(EXERCISE INSTRUCTIONS): Among the lines below, which ones contain the word "shadow"? Copy every such line.
INPUT DATA START
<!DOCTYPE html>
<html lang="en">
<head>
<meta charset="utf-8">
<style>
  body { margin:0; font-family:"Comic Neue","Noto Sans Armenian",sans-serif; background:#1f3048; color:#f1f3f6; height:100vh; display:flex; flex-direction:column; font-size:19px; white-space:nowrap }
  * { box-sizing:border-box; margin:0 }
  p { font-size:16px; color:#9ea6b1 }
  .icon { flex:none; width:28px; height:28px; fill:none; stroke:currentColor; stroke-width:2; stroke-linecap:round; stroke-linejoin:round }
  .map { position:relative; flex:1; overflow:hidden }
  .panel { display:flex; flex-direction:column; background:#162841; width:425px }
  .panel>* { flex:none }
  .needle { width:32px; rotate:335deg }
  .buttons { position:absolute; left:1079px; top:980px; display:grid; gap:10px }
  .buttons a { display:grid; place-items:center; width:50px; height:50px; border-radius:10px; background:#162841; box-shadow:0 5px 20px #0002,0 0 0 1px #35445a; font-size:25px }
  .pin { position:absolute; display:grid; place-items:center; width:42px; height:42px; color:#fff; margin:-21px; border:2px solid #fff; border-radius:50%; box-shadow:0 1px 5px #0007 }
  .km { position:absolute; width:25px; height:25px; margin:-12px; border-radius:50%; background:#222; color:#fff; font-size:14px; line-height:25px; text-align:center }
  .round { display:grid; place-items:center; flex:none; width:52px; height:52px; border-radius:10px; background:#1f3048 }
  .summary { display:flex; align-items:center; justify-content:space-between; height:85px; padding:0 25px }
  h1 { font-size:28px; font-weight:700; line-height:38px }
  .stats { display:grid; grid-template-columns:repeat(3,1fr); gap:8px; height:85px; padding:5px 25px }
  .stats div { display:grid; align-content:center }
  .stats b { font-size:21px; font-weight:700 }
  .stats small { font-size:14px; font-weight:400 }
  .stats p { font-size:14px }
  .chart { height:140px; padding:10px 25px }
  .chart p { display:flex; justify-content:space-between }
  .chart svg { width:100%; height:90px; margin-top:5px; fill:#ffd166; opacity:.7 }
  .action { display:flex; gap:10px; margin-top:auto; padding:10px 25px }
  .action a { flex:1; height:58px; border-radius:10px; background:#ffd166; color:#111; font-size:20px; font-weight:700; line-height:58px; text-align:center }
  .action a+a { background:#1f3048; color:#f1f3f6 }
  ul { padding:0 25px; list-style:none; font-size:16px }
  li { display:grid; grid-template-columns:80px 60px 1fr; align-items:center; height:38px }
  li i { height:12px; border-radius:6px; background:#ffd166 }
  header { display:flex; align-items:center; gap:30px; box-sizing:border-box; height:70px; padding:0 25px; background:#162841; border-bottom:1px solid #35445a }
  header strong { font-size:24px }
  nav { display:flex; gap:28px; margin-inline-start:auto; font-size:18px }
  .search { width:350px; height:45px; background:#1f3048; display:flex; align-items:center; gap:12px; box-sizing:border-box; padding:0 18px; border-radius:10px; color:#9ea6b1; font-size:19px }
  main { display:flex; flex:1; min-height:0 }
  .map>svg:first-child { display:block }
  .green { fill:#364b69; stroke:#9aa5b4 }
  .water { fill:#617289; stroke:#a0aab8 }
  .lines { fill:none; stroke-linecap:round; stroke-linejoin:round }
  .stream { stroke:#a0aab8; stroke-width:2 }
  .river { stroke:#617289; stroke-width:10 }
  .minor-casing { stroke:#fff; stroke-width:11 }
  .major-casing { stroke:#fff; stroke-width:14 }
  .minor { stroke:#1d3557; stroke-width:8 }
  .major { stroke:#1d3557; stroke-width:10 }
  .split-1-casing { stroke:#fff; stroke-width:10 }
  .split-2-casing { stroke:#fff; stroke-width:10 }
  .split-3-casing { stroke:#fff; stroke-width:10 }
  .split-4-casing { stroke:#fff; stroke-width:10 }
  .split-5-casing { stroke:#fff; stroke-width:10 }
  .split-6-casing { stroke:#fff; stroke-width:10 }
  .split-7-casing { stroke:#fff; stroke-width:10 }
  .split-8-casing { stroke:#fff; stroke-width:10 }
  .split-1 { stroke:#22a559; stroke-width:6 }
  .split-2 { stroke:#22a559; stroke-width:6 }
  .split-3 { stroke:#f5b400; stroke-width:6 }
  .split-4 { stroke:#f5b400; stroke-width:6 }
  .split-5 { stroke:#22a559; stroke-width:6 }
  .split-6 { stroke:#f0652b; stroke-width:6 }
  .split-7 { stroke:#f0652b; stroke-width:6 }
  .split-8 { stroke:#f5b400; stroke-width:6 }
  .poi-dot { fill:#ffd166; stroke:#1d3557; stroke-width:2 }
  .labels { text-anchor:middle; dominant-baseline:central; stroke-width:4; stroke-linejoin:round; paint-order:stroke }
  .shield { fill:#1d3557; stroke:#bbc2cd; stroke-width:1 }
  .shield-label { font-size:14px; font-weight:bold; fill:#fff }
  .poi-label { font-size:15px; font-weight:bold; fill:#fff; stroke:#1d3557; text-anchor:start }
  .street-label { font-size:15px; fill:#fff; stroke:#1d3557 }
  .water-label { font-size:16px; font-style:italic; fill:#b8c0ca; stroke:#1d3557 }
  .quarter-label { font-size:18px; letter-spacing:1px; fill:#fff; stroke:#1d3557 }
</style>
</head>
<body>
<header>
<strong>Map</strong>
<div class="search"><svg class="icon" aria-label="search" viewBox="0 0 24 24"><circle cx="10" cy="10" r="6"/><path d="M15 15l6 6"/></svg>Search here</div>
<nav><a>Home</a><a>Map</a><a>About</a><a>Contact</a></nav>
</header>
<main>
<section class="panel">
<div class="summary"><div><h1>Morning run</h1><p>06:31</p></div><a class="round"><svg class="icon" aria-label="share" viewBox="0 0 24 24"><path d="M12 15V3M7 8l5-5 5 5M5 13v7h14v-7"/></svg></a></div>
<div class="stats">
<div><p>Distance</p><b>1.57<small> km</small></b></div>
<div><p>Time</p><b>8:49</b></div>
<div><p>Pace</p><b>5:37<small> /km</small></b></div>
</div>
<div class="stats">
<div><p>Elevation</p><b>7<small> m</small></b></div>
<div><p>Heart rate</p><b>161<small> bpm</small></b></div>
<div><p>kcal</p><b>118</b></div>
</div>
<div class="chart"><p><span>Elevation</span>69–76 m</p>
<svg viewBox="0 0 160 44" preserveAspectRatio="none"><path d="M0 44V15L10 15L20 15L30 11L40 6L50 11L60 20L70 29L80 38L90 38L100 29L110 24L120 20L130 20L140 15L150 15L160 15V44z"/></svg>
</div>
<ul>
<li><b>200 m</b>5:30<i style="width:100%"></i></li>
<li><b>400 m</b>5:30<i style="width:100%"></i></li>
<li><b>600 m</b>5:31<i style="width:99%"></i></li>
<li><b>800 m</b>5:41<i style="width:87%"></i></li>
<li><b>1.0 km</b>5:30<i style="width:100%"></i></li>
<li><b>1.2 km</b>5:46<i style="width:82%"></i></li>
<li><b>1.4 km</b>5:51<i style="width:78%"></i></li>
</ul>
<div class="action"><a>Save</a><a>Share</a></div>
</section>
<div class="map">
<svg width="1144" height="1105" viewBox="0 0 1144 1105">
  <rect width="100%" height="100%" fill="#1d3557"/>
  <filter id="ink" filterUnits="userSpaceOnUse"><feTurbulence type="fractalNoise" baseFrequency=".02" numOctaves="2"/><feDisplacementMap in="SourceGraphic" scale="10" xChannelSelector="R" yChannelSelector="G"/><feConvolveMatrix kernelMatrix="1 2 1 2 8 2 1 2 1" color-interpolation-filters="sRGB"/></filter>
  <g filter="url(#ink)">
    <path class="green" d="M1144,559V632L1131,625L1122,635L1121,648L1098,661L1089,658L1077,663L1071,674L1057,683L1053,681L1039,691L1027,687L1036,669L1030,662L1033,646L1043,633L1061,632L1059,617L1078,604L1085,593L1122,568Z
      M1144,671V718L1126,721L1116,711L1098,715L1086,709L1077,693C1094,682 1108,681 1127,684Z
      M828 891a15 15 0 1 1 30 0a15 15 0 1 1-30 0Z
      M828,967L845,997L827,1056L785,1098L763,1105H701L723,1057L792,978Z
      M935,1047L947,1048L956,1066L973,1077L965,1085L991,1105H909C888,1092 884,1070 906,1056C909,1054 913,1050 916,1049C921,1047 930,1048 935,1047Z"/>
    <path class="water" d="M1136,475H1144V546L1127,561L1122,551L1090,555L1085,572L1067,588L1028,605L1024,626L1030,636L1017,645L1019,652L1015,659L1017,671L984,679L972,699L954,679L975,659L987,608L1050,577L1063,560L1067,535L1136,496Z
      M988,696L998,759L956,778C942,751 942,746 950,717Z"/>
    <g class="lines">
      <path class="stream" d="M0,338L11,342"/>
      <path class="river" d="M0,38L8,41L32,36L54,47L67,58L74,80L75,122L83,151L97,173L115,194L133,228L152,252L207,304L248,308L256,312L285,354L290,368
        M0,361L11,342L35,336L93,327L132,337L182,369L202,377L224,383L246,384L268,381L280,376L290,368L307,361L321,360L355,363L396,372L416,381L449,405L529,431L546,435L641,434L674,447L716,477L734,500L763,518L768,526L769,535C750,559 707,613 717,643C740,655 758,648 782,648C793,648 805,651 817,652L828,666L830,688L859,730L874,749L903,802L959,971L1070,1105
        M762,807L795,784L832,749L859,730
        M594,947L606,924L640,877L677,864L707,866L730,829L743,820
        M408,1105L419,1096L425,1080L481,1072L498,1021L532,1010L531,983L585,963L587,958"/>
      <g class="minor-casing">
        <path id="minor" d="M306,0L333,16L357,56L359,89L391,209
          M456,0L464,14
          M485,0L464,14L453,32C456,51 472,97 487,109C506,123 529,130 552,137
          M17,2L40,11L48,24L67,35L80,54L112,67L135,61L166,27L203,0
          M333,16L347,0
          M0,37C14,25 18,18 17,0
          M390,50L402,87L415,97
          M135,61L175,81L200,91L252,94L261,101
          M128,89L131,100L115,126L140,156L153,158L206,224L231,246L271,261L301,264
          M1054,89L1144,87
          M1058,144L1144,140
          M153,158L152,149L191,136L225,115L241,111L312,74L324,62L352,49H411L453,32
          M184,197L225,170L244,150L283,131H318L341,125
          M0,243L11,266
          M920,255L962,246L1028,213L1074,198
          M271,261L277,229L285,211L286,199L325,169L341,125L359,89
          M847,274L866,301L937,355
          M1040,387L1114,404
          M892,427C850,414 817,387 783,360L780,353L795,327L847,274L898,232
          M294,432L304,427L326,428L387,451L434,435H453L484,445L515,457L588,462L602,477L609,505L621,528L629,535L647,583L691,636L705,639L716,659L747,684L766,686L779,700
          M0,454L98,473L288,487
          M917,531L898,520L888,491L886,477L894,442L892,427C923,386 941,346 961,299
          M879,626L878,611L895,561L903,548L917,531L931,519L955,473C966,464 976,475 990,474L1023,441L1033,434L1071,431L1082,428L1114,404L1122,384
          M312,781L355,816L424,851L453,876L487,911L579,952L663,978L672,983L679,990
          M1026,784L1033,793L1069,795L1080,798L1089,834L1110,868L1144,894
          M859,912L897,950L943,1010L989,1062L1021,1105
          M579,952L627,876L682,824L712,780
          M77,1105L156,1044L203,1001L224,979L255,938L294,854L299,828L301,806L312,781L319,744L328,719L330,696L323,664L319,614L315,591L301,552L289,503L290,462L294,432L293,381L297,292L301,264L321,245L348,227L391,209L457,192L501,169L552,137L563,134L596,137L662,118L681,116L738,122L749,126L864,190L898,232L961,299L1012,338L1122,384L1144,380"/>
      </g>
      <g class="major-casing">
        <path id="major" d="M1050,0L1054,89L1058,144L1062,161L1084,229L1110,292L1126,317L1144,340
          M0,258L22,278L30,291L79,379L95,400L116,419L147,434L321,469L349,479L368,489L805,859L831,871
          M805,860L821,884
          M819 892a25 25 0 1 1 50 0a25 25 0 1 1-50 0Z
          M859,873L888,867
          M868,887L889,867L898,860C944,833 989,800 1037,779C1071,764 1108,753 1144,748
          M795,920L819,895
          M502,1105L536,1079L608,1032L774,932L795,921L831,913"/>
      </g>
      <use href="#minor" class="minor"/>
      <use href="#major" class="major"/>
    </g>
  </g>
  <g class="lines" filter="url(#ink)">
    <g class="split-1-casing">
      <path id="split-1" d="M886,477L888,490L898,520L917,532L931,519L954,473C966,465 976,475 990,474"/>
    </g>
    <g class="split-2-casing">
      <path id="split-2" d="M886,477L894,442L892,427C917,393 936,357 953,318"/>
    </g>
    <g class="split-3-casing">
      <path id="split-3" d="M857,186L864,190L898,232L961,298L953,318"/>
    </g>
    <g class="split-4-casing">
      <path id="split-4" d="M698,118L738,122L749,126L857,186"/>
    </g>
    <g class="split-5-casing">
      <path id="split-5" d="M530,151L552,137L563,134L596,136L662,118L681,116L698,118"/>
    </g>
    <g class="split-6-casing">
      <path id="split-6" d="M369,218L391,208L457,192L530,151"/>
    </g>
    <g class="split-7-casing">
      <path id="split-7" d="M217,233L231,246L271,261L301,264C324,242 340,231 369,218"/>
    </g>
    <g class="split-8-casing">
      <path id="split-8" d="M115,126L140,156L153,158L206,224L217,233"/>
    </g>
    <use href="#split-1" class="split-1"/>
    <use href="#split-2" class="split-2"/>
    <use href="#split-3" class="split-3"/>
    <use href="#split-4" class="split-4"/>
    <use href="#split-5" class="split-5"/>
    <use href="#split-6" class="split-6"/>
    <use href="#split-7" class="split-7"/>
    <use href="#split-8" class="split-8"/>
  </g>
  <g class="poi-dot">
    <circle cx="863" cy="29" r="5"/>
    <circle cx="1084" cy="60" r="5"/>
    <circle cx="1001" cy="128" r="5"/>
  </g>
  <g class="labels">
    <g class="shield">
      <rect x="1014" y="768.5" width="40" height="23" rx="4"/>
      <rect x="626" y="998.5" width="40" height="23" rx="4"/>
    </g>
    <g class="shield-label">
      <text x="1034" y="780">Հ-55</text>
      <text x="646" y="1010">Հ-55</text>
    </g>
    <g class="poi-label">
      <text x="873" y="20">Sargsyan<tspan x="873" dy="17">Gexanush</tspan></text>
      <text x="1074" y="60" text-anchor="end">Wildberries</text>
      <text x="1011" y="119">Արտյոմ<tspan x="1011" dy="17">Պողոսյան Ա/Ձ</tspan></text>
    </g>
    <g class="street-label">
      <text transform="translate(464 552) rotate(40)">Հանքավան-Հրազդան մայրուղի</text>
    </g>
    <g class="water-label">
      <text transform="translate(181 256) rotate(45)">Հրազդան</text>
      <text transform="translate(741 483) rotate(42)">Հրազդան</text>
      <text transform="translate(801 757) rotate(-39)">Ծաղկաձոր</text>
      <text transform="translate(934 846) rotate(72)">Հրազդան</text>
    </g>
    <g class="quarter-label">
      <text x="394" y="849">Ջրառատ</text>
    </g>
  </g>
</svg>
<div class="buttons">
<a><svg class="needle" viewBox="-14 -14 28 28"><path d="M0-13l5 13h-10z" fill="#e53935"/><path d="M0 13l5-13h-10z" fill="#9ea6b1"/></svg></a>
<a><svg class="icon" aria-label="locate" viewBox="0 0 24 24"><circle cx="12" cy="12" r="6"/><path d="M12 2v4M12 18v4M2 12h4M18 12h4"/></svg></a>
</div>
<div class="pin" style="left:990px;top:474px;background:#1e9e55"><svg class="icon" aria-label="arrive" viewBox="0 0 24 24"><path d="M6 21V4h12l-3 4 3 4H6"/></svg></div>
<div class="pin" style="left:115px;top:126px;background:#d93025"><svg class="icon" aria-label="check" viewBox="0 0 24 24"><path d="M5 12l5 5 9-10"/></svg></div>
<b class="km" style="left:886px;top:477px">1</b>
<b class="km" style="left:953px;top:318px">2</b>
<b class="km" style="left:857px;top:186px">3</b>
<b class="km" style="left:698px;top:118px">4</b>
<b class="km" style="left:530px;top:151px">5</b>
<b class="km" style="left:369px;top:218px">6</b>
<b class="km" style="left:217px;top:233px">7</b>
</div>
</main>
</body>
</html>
INPUT DATA END
(RESULT OF THIS EXERCISE):
  .buttons a { display:grid; place-items:center; width:50px; height:50px; border-radius:10px; background:#162841; box-shadow:0 5px 20px #0002,0 0 0 1px #35445a; font-size:25px }
  .pin { position:absolute; display:grid; place-items:center; width:42px; height:42px; color:#fff; margin:-21px; border:2px solid #fff; border-radius:50%; box-shadow:0 1px 5px #0007 }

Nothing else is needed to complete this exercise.